Meu Caro Zé,
Conheces-me bem e saber que eu tenho a mania de procurar ligar vários acontecimentos e pontos de vista que, de vez em quando, me levam a um sincretismo, do qual não me consigo libertar adequadamente.
Desconfio que é o que ora acontece nesta conversa, pelo que, desde já, te peço desculpa a ti e a quem tiver a paciência de me ler.
Como sabes, leio vários livros ao mesmo tempo, de épocas diversas e, frequentemente encontro profundas semelhanças e consequentes preocupações. Assim, ao ler Ler Lolita em Teerão, de Azar Nafisi (2003), encontrei a frase seguinte: “Na rua, à minha direita, havia uma citação do Ayatollah Khomeini em grandes letras negras: Esta guerra é uma grande redenção para nós”.
Lembrei-me, de imediato, de Elias Canetti (1960) que, em Massa e Poder, escrevia: “… os primeiros dias de agosto do ano de 1914 são igualmente o 'momento de geração' do nacional-socialismo.
Quanto a isso há um testemunho insuspeito, o de Hitler: ele relata como, depois de rebentar a guerra, caiu de joelhos e agradeceu a Deus.”
No fim-de-semana, veio a notícia de que o líder norte-coreano ia suspender os ensaios nucleares e uma enorme sala cheia de gente batia freneticamente as palmas ao “grande líder”, os mesmos que, pouco tempo antes, batiam também freneticamente as palmas quando ele anunciava mais um sucesso de um ensaio nuclear.
Que há de comum nisto tudo?

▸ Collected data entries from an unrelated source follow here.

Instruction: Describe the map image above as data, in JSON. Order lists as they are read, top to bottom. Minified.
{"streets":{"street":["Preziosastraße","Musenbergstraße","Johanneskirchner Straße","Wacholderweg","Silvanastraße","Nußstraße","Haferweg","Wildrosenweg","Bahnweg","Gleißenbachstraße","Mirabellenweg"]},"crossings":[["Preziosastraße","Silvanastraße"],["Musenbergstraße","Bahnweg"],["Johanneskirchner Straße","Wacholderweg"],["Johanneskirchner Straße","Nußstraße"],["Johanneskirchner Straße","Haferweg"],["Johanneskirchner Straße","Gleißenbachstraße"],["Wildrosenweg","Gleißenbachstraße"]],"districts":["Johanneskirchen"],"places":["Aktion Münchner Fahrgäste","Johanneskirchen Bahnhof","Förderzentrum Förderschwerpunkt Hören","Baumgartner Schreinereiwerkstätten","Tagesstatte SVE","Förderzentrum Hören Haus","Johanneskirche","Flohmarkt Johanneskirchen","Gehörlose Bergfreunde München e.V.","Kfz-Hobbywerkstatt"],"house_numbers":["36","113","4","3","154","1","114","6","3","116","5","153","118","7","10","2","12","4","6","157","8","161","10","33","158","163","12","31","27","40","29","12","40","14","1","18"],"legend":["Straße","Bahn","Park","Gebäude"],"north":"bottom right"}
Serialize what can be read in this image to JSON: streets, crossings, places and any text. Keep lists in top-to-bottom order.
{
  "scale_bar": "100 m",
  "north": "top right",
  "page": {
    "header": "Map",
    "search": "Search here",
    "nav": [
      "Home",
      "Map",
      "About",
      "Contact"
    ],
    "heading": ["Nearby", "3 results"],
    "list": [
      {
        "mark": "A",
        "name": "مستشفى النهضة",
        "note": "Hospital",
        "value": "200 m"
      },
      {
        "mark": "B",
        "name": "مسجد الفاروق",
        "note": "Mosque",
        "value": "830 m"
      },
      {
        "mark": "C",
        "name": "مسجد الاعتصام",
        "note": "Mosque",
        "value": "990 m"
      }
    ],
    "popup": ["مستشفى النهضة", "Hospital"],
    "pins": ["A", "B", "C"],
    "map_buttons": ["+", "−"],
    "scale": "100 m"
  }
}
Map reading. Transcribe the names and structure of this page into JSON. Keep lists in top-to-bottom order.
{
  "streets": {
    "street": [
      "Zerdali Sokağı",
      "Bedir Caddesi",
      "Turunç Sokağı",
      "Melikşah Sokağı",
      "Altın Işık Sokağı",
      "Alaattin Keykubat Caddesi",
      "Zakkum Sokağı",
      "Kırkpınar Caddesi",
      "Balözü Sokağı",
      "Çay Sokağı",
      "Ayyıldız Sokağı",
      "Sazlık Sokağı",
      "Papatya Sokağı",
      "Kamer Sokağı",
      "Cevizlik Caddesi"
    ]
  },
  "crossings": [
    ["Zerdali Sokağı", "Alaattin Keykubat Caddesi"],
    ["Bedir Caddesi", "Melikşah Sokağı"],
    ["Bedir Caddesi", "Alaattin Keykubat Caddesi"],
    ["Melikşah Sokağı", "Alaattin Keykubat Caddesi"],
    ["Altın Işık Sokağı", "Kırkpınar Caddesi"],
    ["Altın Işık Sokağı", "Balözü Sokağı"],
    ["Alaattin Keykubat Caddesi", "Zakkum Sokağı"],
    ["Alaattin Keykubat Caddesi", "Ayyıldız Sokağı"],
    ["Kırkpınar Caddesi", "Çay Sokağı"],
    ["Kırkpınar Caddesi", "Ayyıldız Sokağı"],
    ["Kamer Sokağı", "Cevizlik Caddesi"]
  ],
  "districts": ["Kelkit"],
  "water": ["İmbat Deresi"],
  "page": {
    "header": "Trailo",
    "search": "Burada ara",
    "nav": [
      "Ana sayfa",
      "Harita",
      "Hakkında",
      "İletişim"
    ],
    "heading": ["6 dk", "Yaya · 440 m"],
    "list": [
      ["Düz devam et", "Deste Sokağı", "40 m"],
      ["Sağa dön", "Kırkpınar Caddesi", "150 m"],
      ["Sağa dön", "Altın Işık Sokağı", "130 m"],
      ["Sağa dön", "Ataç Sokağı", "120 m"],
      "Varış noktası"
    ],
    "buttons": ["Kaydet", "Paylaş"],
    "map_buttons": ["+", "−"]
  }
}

A presença de ditadores que usam a guerra ou os conflitos para dominar a “massa” que deixa de pensar para seguir slogans ou emoções “patrióticas” demarketing quase perfeito.
E, ao pensar nisto, veio-me à lembrança, novamente, Azar Nafisi quando refere ter ficado estupefacta por um grande número das suas alunas, no exame, terem transcrito, palavra por palavra, aquilo que ela dissera na aula sobre um dado tema.
Pensou que era “copianço” mas as colegas mais experientes depressa lhe explicaram que “era prática usual as alunas memorizarem tudo o que os professores diziam e, a seguir, reproduzirem-no sem alterar uma única palavra.”
[LER_MAIS] Zangada com as alunas, deu-lhes um “sermão”. Só que, no fim, uma delas, que não tinha tido essa atitude, a confrontou dizendo que ela, professora, devia antes “pensar na causa disto tudo… Nunca ninguém as valoriza e a senhora chega e confronta-as, acusando-as de trair princípios que nunca ninguém lhes tinha ensinado a valorizar. Devia ter mais cuidado!”
Este “devia ter mais cuidado” tem todo o sentido hoje, como o tem a busca das causas disso. A recente entrevista ao Público”do filósofo italiano Massimo Cacciari dá um bom ponto de partida para a discussão.
À pergunta do jornalista: “Abandonar os princípios teológicos é, então, negar a política…” ele responde: “Quando a política elimina a teologia política, torna-se a administração.” E mais adiante: “É que a política já não sabe indicar um fim. Então, deixamos governar a potência técnico-económica. E daí advém a situação trágica da crise.”
Frei Bento Domingues (Público) agarra o tema e remata: “Estabelecer a lista completa das possibilidades (dos homens), mediante a técnico-ciência é o desejo da morte do desejo”. E, digo eu, que melhor explicação para o curto prazo e para a adesão das “massas” ao “já”?